* To do *
From the records below, copy each line in which the string "strong" occurs.

(Beginning of Records provided)

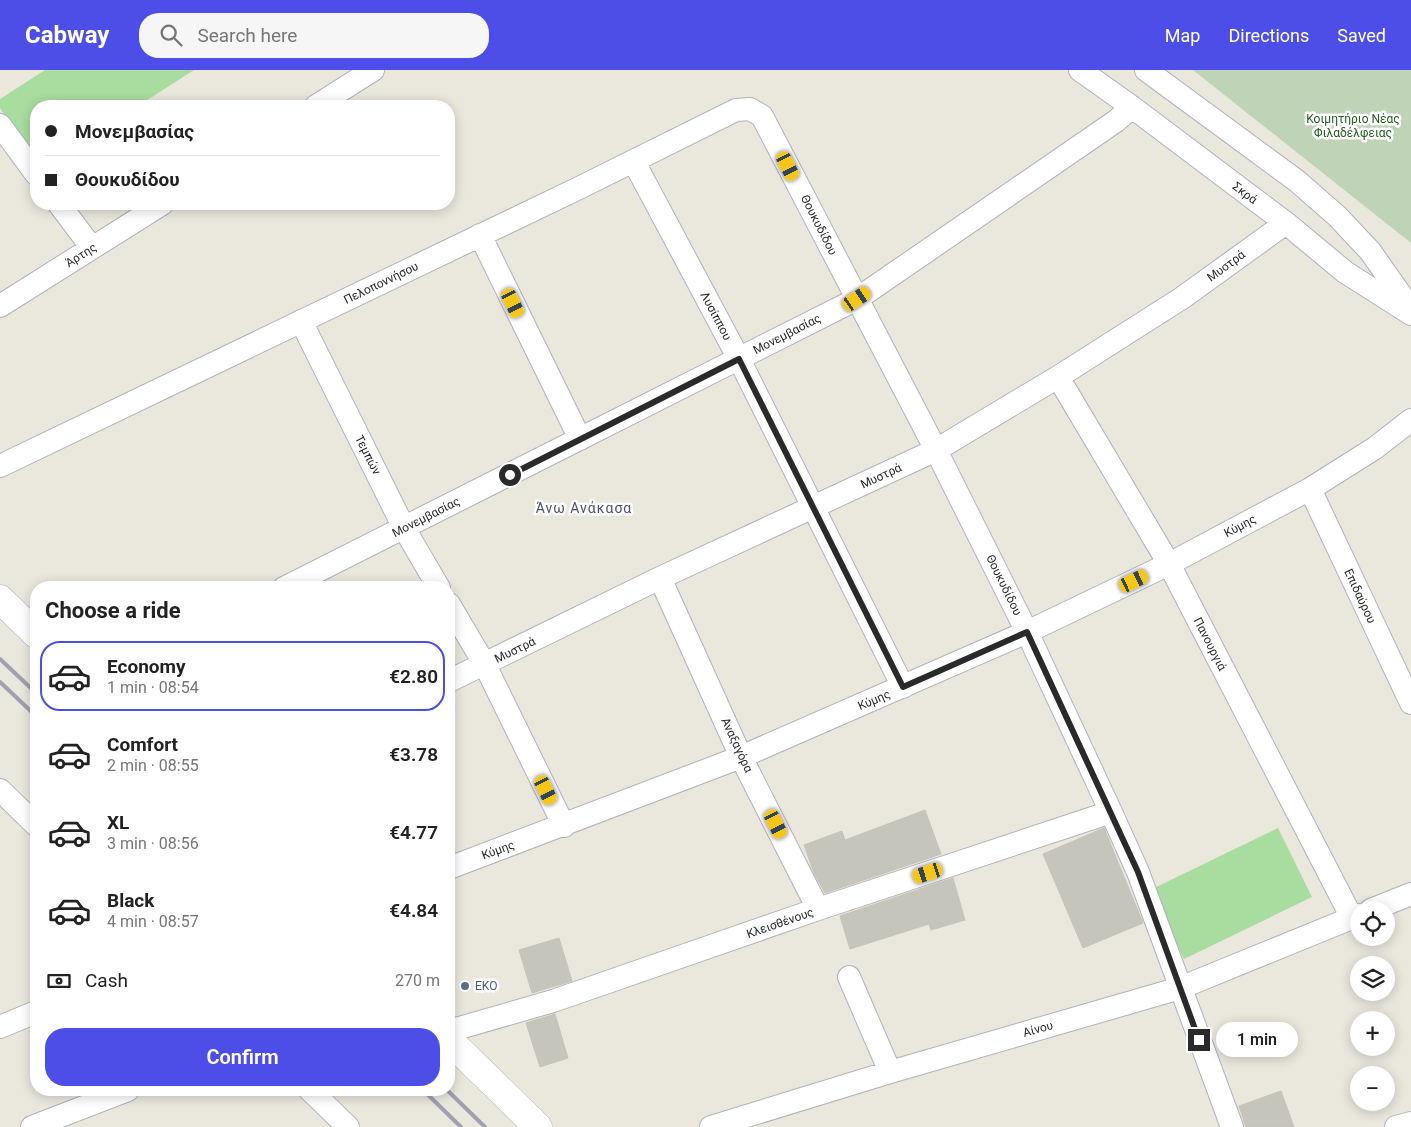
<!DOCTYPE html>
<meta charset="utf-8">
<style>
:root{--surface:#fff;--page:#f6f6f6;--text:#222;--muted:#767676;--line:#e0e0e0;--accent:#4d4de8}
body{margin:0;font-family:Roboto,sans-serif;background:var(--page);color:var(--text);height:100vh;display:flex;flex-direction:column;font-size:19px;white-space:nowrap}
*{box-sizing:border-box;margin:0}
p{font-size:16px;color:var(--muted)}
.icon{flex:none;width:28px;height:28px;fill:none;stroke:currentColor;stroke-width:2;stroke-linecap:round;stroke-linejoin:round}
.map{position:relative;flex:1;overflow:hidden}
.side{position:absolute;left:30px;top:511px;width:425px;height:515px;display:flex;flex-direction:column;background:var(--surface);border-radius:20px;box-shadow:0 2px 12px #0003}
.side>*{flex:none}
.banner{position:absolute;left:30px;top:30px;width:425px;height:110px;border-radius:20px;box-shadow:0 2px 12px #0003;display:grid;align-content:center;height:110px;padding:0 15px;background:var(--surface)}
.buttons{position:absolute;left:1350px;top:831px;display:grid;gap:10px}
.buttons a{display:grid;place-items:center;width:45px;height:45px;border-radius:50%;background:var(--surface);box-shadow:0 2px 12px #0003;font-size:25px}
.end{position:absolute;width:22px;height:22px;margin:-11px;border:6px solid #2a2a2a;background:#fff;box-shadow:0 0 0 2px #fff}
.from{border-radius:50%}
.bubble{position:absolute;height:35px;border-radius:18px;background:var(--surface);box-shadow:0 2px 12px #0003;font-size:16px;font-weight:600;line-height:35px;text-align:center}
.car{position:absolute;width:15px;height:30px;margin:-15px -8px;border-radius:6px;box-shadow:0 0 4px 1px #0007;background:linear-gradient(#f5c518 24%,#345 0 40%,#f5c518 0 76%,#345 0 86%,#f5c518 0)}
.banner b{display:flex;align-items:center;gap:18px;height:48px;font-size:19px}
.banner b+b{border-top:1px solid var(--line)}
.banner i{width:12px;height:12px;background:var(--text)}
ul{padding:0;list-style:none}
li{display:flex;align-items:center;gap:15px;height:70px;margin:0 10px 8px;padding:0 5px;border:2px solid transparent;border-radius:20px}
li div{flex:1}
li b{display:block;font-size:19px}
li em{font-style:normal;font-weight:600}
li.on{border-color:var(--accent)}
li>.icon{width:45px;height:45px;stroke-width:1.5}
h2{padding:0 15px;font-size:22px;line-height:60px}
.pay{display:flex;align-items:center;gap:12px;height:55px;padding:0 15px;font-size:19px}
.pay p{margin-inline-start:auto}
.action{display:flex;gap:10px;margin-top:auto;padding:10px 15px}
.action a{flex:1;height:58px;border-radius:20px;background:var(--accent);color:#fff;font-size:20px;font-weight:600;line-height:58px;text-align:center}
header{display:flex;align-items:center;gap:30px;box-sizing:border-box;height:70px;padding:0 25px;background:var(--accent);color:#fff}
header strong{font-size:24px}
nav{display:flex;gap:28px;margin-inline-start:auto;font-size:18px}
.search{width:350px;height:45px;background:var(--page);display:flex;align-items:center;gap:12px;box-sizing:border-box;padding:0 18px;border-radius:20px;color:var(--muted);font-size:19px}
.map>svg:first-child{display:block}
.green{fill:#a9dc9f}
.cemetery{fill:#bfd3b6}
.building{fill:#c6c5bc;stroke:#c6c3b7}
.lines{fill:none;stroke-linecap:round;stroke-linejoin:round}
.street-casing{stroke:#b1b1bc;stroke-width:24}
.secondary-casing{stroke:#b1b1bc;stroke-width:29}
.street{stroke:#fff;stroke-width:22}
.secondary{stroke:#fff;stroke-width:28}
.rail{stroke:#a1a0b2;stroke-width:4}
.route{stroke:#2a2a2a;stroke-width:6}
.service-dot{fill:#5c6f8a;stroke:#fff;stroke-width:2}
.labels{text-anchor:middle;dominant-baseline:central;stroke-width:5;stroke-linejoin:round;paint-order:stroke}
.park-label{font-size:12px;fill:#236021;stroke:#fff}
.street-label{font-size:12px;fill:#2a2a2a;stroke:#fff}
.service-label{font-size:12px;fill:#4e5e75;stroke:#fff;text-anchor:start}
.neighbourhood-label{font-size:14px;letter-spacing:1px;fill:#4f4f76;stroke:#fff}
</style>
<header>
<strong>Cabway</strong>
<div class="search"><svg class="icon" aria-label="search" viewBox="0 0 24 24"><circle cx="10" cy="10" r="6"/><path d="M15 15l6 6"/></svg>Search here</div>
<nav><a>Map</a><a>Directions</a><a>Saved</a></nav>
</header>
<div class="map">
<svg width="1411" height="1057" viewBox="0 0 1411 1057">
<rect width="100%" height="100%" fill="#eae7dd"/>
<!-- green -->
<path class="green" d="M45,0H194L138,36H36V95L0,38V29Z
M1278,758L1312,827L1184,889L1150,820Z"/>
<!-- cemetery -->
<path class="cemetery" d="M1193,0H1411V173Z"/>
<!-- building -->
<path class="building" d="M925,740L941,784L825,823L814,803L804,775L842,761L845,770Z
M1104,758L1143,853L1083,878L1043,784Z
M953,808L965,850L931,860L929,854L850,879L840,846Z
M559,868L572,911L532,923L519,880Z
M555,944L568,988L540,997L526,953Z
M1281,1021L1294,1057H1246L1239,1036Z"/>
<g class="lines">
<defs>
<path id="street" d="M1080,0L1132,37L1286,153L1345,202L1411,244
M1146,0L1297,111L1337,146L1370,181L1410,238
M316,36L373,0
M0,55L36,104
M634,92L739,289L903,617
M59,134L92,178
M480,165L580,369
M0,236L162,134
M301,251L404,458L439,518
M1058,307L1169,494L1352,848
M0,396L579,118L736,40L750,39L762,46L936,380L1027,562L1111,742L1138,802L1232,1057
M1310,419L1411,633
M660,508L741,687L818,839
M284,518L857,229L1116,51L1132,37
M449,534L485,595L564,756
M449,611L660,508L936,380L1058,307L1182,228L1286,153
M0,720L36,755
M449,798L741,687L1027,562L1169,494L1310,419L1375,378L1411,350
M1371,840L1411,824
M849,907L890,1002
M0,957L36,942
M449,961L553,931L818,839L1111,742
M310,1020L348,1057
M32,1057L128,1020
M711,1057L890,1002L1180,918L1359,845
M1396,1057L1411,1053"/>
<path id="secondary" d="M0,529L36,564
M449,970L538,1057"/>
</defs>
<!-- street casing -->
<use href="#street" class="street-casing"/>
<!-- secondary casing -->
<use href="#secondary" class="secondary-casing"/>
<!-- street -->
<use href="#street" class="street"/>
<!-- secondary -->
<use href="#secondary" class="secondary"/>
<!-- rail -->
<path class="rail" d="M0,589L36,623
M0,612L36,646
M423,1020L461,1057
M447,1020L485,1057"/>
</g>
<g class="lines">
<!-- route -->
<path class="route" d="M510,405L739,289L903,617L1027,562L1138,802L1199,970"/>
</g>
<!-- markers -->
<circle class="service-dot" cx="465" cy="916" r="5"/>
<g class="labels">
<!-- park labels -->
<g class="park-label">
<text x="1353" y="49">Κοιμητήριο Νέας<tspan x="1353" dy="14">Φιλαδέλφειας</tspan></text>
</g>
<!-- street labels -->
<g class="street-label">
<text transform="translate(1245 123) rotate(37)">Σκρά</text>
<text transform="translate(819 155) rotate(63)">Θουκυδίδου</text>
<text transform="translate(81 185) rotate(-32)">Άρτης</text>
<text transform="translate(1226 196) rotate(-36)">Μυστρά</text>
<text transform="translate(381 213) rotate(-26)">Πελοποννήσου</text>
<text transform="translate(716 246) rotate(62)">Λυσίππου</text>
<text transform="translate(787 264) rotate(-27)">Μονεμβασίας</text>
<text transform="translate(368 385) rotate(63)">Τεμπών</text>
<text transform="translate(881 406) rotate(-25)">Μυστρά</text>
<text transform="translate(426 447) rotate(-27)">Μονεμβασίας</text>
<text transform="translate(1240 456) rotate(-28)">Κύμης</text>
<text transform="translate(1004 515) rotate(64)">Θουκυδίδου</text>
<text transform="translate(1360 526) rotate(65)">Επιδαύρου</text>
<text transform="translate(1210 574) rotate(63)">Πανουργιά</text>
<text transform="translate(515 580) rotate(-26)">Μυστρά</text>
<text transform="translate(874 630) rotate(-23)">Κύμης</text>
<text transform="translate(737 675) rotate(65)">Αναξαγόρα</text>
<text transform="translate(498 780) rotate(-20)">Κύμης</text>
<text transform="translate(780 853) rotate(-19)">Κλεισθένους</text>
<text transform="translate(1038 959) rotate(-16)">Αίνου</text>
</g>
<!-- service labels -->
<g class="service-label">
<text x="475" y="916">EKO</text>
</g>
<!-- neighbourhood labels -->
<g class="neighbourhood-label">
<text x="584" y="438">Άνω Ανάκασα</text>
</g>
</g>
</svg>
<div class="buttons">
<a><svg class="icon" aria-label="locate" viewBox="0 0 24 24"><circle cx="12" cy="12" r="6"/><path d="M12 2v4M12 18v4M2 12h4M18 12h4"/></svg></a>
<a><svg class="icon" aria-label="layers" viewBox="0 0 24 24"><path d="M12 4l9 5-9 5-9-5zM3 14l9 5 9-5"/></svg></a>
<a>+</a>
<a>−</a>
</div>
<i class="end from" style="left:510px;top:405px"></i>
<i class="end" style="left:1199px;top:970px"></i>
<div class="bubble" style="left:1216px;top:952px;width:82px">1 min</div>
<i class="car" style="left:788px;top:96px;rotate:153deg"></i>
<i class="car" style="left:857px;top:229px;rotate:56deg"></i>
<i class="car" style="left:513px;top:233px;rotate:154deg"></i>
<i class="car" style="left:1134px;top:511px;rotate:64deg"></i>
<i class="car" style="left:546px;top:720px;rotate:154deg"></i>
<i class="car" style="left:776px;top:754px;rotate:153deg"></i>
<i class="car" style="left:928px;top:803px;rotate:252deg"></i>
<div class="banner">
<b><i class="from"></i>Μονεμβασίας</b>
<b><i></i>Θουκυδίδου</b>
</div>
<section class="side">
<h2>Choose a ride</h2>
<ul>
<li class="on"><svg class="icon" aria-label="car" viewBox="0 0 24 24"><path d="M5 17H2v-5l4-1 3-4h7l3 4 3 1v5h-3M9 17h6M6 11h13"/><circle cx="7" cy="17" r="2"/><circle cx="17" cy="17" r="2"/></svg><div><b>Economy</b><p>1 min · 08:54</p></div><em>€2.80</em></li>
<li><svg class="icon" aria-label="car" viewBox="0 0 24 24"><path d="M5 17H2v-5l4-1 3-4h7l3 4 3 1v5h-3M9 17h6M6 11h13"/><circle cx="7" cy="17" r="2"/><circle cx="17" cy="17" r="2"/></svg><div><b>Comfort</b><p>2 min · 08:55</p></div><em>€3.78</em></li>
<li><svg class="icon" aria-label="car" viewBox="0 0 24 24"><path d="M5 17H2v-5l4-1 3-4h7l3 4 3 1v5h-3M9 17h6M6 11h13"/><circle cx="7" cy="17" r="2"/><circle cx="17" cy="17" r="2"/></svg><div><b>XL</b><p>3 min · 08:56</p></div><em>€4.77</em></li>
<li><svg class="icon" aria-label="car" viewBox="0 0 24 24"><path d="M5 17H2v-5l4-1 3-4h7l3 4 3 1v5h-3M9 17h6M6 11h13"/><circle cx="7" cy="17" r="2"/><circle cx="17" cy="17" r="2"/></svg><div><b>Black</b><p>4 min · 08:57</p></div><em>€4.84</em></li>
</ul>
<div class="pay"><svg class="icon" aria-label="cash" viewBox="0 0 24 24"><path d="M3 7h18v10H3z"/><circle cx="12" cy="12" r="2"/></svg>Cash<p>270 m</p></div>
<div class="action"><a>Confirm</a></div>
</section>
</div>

(End of Records provided)

* Answer box *
header strong{font-size:24px}
<strong>Cabway</strong>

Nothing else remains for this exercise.